Heftige Kritik an Kunstschnee-Studie

Kunstschnee gilt nicht gerade als Musterbeispiel für Klimaschutz. Umso überraschender war eine Studie steirischer Forscher, die eine positive Wirkung auf das Klima nachgewiesen haben will. Innsbrucker Forscher rechneten nun nach – und entdeckten große Lücken.

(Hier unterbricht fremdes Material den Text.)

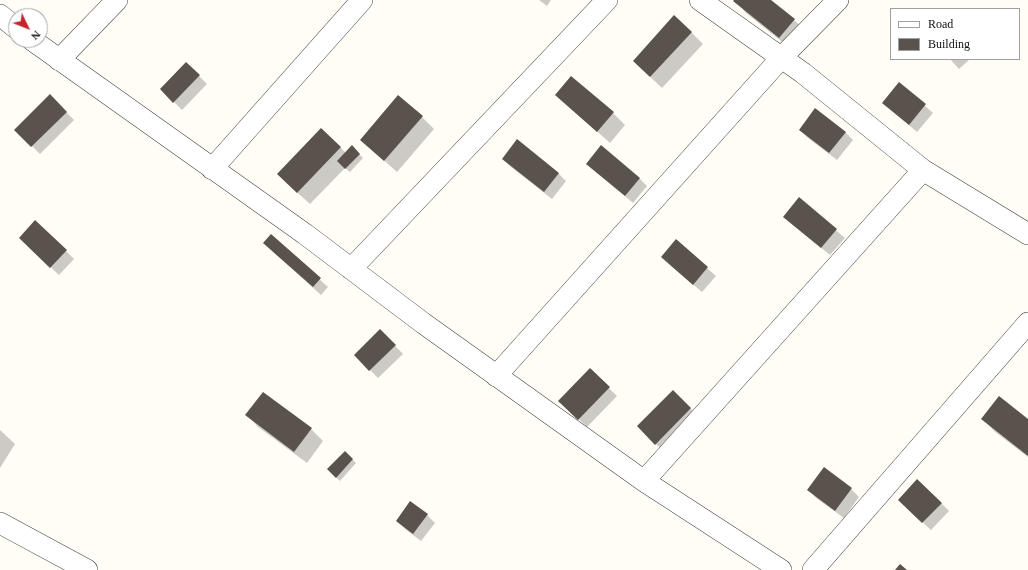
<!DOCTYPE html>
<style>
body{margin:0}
#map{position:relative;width:1028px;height:570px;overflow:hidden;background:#fffdf5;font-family:"Times New Roman",serif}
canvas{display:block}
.legend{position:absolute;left:890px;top:8px;width:130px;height:52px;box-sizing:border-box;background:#fff;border:1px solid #a0a0a0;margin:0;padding:5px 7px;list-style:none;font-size:12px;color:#111}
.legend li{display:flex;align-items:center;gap:8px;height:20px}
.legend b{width:20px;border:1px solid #a0a0a0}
.north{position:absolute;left:8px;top:8px;width:40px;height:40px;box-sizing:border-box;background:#fff;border:1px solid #a0a0a0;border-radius:50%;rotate:133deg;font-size:11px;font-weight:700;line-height:16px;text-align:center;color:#111}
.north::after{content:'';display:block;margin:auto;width:14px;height:18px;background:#c4262e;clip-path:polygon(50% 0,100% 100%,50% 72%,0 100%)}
</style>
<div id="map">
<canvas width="1028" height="570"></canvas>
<ul class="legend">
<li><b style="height:5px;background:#fff"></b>Road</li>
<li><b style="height:11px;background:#5a524d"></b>Building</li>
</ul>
<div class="north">N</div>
</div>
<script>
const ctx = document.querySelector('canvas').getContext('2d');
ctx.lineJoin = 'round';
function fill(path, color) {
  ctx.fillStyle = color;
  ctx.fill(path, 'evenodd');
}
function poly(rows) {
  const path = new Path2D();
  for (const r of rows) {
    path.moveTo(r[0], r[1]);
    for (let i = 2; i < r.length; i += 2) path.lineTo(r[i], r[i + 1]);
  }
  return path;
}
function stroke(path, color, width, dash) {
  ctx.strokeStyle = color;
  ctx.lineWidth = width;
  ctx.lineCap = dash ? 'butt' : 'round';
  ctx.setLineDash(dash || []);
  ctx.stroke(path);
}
fill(poly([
 [539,0,551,0,547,6],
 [735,0,770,0,794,20,806,31,791,49,746,13,735,1],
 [691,32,703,44,662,88,646,73],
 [950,59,970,59,959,69],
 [186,63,207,84,182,110,161,89],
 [899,83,933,113,917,132,883,103],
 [556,95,613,113,625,125,610,143],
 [50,96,74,120,40,154,16,130],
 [422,117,434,129,397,172,361,140],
 [321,129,346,153,352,147,363,158,350,172,345,168,310,204,290,186],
 [800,130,845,132,853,140,837,160,808,138],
 [503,159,558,173,566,181,552,199,511,167],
 [587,164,639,178,647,186,633,203],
 [799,199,845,238,830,255,792,224],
 [271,236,328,287,321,295,272,251],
 [676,241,716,276,702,292,670,265],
 [28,246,66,251,74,259,59,275],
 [380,330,403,354,378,378,355,355],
 [590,370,617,396,587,427,560,401],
 [673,391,699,417,664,452,638,426],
 [263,393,311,429,323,441,307,463,258,427,247,415],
 [983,419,1028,420,1028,457,994,431],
 [0,430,15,444,0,468],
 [345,452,356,463,340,481,328,469],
 [851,489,859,497,844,518,816,498,809,490],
 [941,503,949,511,931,530,907,508],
 [427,515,435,523,421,541,405,529,397,521]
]), '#0003');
fill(poly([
 [734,0,771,0,795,19,779,38,733,1],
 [674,15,692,32,650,77,633,61],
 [186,62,200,75,173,103,160,89],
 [571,76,614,112,597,132,555,95],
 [899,82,926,104,909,125,882,103],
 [50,94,67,112,31,147,14,130],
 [398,95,423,116,384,161,360,140],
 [815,108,846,132,829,153,799,130],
 [321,128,341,147,297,193,277,174],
 [517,139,559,173,544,192,502,159],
 [352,145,360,154,345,169,337,161],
 [601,145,640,178,625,196,586,164],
 [799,197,837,229,821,248,783,217],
 [35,220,67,250,50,268,19,238],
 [271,234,321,278,313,287,263,243],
 [676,239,708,267,693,285,661,257],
 [380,329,396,345,369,371,354,355],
 [590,368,610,387,578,420,558,401],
 [673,390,691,408,655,445,637,426],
 [263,392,312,428,294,452,245,415],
 [999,396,1028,419,1028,456,981,419],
 [345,451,353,459,336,478,327,469],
 [824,467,852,488,835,511,807,490],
 [917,479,942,503,922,523,898,500],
 [410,501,428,514,413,534,396,521],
 [900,564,907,570,895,570]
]), '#5a524d');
const street = poly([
 [700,0,803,73,923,170,1028,234],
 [0,15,16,28],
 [32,40,305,234,423,323,644,481,781,570],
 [59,60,117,0],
 [212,169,362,0],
 [351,269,607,0],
 [496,376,782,57,838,0],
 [644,481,923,170],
 [0,523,87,570],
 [813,570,1028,323]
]);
stroke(street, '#444', 22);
stroke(street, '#fff', 21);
</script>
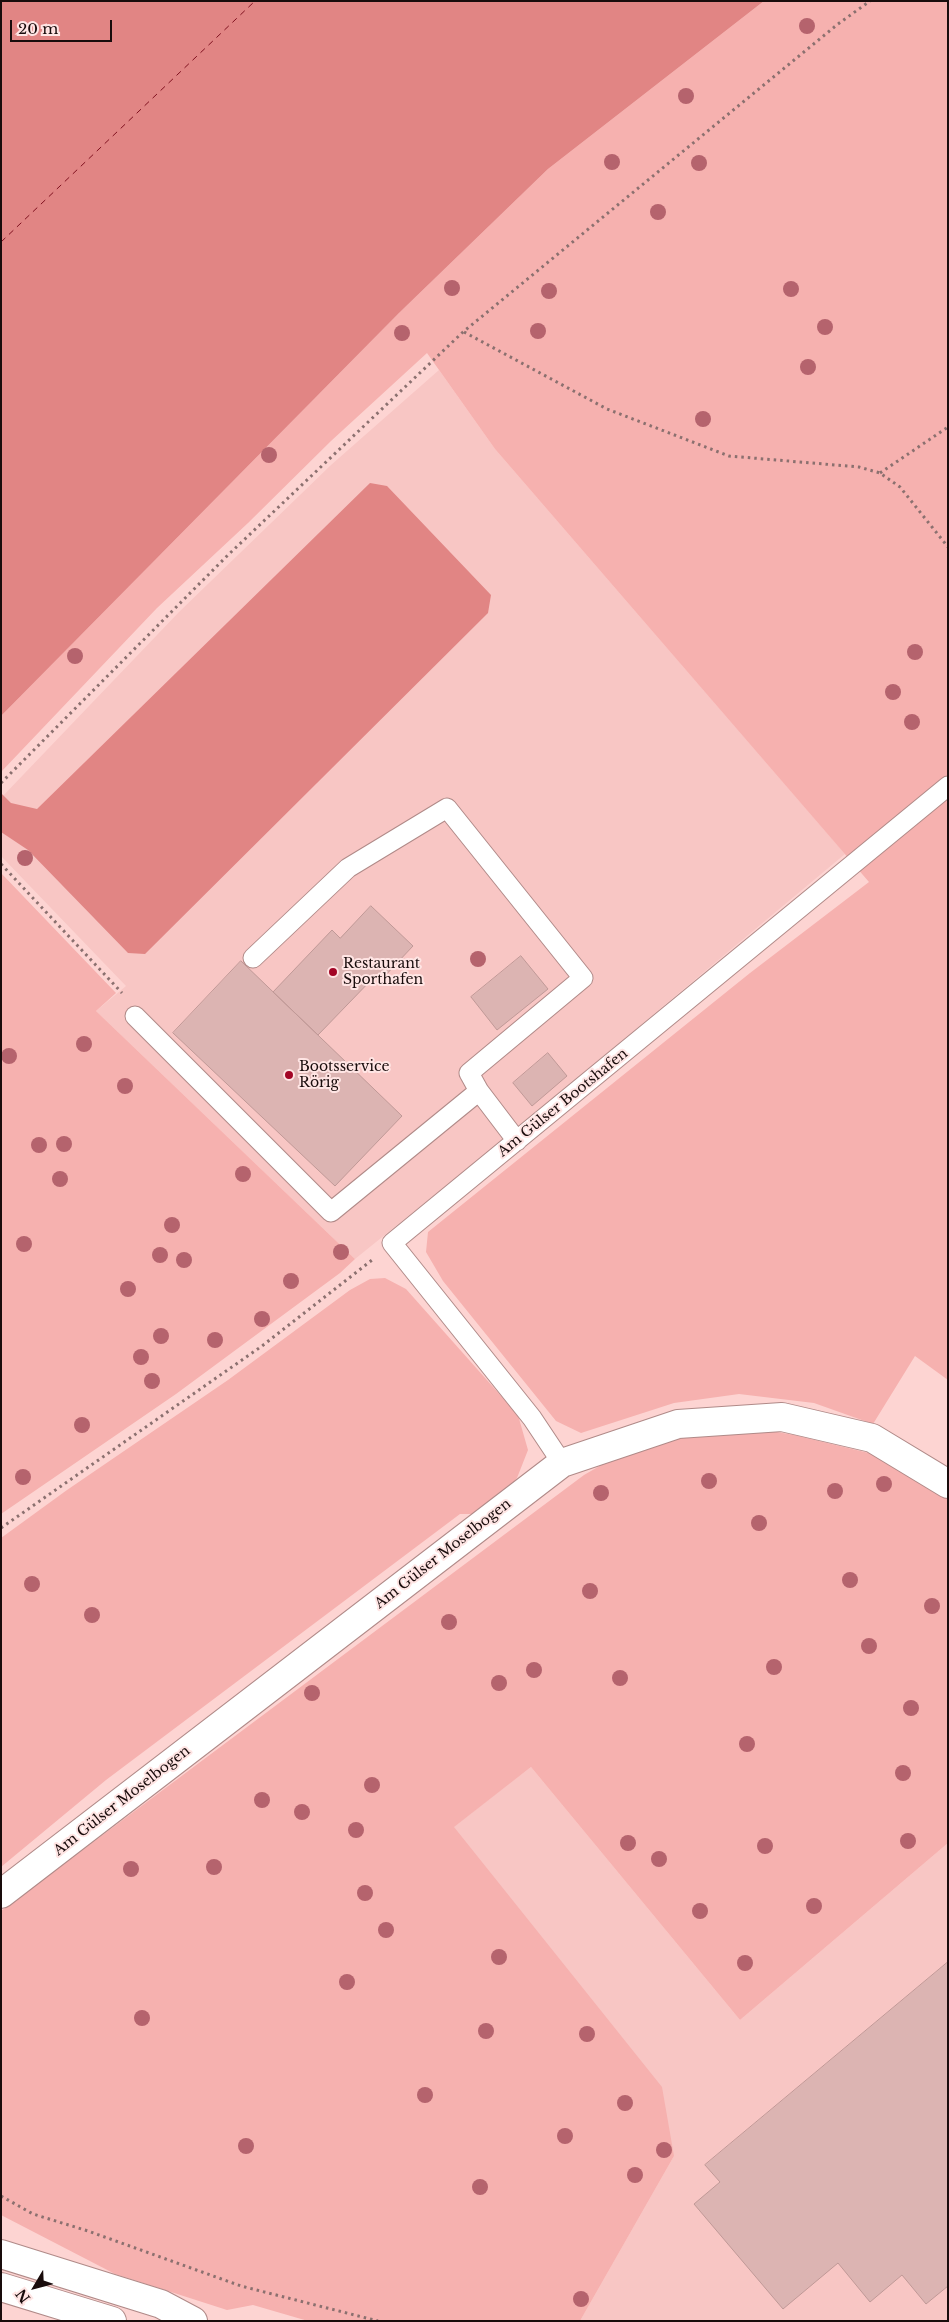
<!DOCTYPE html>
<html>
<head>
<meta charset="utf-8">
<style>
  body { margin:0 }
  #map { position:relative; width:949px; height:2322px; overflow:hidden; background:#fdd4d2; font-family:"Libre Baskerville",serif }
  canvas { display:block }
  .frame { position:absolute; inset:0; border:2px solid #190c0c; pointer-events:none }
  .north { position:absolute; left:10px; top:2262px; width:50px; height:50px; -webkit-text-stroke:4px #ffe5e4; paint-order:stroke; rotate:233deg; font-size:14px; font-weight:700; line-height:20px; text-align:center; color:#190c0c }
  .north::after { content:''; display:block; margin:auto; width:18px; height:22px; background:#190c0c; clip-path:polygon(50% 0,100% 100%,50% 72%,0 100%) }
  .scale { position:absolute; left:10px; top:20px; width:102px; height:22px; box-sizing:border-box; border:2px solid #190c0c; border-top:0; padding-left:6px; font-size:15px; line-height:18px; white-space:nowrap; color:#190c0c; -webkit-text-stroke:4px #ffe5e4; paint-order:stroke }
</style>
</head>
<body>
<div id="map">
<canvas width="949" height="2322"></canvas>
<div class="frame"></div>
<div class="north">N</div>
<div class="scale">20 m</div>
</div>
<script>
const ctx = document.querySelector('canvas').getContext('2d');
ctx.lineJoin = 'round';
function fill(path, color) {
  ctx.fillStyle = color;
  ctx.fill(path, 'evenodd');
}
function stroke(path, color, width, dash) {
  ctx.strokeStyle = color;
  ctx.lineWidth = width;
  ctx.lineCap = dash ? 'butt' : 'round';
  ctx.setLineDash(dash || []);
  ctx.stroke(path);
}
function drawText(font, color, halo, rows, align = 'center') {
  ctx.font = font + ' "Libre Baskerville",serif';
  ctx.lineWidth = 4;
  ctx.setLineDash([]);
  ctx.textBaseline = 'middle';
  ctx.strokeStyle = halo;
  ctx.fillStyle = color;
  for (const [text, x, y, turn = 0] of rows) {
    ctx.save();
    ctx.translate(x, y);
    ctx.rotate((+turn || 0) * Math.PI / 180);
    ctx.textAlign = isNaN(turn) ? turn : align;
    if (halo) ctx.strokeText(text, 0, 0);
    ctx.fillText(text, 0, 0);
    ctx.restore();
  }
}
fill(new Path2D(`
  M 439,370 L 495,449 L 845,854 L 526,1121 L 355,1259 L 96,1011 L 126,986 L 1,856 L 1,798 L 179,612 L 331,465 Z
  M 531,1767 L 740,2020 L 948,1843 L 948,2321 L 580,2321 L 674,2156 L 453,1827 Z`), '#f8c6c4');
fill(new Path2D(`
  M 764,1 L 948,1 L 948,1380 L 915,1356 L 873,1424 L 814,1403 L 739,1394 L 674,1403 L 581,1433 L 556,1421 L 443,1281 L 426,1252 L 428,1232 L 750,973 L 869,882 L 495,449 L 427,353 L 331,441 L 248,523 L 157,608 L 1,772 L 1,716 L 399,313 L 548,169 Z
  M 1,873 L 116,993 L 96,1011 L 355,1259 L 340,1273 L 176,1394 L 1,1514 Z
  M 385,1278 L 406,1289 L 518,1415 L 528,1450 L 517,1478 L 502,1497 L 480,1514 L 460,1514 L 106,1780 L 1,1867 L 1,1538 L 67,1490 L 228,1380 L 350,1290 L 370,1279 Z
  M 754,1428 L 794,1435 L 877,1455 L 948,1496 L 948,1843 L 740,2020 L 531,1767 L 454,1827 L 662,2087 L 674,2156 L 580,2321 L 308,2321 L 253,2305 L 227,2310 L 115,2274 L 1,2215 L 1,1911 L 584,1475 L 624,1452 L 703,1433 Z`), '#f6b1af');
fill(new Path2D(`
  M 1,1 L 764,1 L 548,169 L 399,313 L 1,716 Z
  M 370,483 L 387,486 L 491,595 L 488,613 L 145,954 L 128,953 L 28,850 L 1,832 L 1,793 L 11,803 L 37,809 Z`), '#e18584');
stroke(new Path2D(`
  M 1,242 L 255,1`), '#80111f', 1, [6, 5]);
const building = new Path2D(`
  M 371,906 L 413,946 L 381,980 L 376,975 L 318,1035 L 273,992 L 332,930 L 340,938 Z
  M 521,956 L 548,989 L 497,1030 L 471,997 Z
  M 241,961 L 402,1116 L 335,1186 L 173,1033 Z
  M 548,1053 L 567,1076 L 532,1106 L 513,1083 Z
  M 948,1962 L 948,2286 L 926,2304 L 902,2275 L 870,2302 L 838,2263 L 783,2309 L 694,2204 L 720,2182 L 705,2165 Z`);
fill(building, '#dcb4b2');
stroke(building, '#c09997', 1);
const service = new Path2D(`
  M 253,958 L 348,868 L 447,808 L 583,978 L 469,1073 L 479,1091 L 517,1141
  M 135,1016 L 331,1212 L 479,1091
  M 562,1463 L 532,1418 L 392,1243 L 948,786`);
const minor = new Path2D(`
  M 1,1894 L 562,1463 L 678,1424 L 782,1417 L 872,1438 L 948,1484`);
const primary = new Path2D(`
  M 1,2254 L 161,2304 L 193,2321
  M 1,2287 L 112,2321`);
stroke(service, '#b08a88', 21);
stroke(minor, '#b08a88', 30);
stroke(primary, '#b08a88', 30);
stroke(new Path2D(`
  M 464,332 L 607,409 L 729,456 L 859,467 L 880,473 L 900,487 L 948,547
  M 880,473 L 948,427
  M 1,783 L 228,555 L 463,332 L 838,24 L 870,1
  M 1,864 L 122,993
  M 1,1528 L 262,1346 L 372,1260
  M 1,2196 L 33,2214 L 88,2231 L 241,2286 L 378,2321`), '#8b706f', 3, [2.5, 4]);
stroke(service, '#fff', 19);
stroke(minor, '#fff', 28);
stroke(primary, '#fff', 28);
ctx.fillStyle = '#b5636d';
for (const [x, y] of [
  [807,26],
  [686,96],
  [612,162],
  [699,163],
  [658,212],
  [452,288],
  [791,289],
  [549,291],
  [825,327],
  [538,331],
  [402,333],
  [808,367],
  [703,419],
  [269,455],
  [915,652],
  [75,656],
  [893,692],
  [912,722],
  [25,858],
  [478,959],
  [84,1044],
  [9,1056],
  [125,1086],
  [64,1144],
  [39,1145],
  [243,1174],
  [60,1179],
  [172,1225],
  [24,1244],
  [341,1252],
  [160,1255],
  [184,1260],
  [291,1281],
  [128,1289],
  [262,1319],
  [161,1336],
  [215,1340],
  [141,1357],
  [152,1381],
  [82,1425],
  [23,1477],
  [709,1481],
  [884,1484],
  [835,1491],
  [601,1493],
  [759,1523],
  [850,1580],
  [32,1584],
  [590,1591],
  [932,1606],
  [92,1615],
  [449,1622],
  [869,1646],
  [774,1667],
  [534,1670],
  [620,1678],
  [499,1683],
  [312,1693],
  [911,1708],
  [747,1744],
  [903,1773],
  [372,1785],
  [262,1800],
  [302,1812],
  [356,1830],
  [908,1841],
  [628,1843],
  [765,1846],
  [659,1859],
  [214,1867],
  [131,1869],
  [365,1893],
  [814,1906],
  [700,1911],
  [386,1930],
  [499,1957],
  [745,1963],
  [347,1982],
  [142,2018],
  [486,2031],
  [587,2034],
  [425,2095],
  [625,2103],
  [565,2136],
  [246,2146],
  [664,2150],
  [635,2175],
  [480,2187],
  [581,2299]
]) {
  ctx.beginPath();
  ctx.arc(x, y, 8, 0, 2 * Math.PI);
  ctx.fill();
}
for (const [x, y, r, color] of [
  [333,972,5,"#a30525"],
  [289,1075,5,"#a30525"]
]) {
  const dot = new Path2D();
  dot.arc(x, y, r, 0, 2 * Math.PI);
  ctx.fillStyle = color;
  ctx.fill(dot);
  stroke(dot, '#ffe5e4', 2);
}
drawText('14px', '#190c0c', '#ffe5e4', [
  ["Restaurant",343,964],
  ["Sporthafen",343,980],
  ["Bootsservice",299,1067],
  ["Rörig",299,1083]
], 'left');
drawText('14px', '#190c0c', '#ffe5e4', [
  ["Am Gülser Bootshafen",563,1103,-39],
  ["Am Gülser Moselbogen",443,1554,-38],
  ["Am Gülser Moselbogen",122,1801,-38]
]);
</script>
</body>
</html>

Die Steirer schlossen diese Lücke nach Eigenaussage aber bereits und bleiben bei ihrer ursprünglichen Aussage. Die Vorgeschichte: Im Mai veröffentlichte ein Team um Franz Prettenthaler, Leiter des Zentrums für Klima, Energie und Gesellschaft des Forschungszentrums Joanneum Research in Graz, die Kurzfassung einer umstrittenen Arbeit. Im Mittelpunkt stand der Albedo-Effekt: Er beschreibt den Umstand, dass hellere Flächen Sonnenstrahlen besser reflektieren als dunklere. Im Sommer etwa ist schwarzer Asphalt heißer als grauer Beton. Im alpinen Winter ist es ähnlich, weiße Schneeflächen reflektieren einen Großteil der Sonnenstrahlung und erwärmen sich deshalb nicht so stark.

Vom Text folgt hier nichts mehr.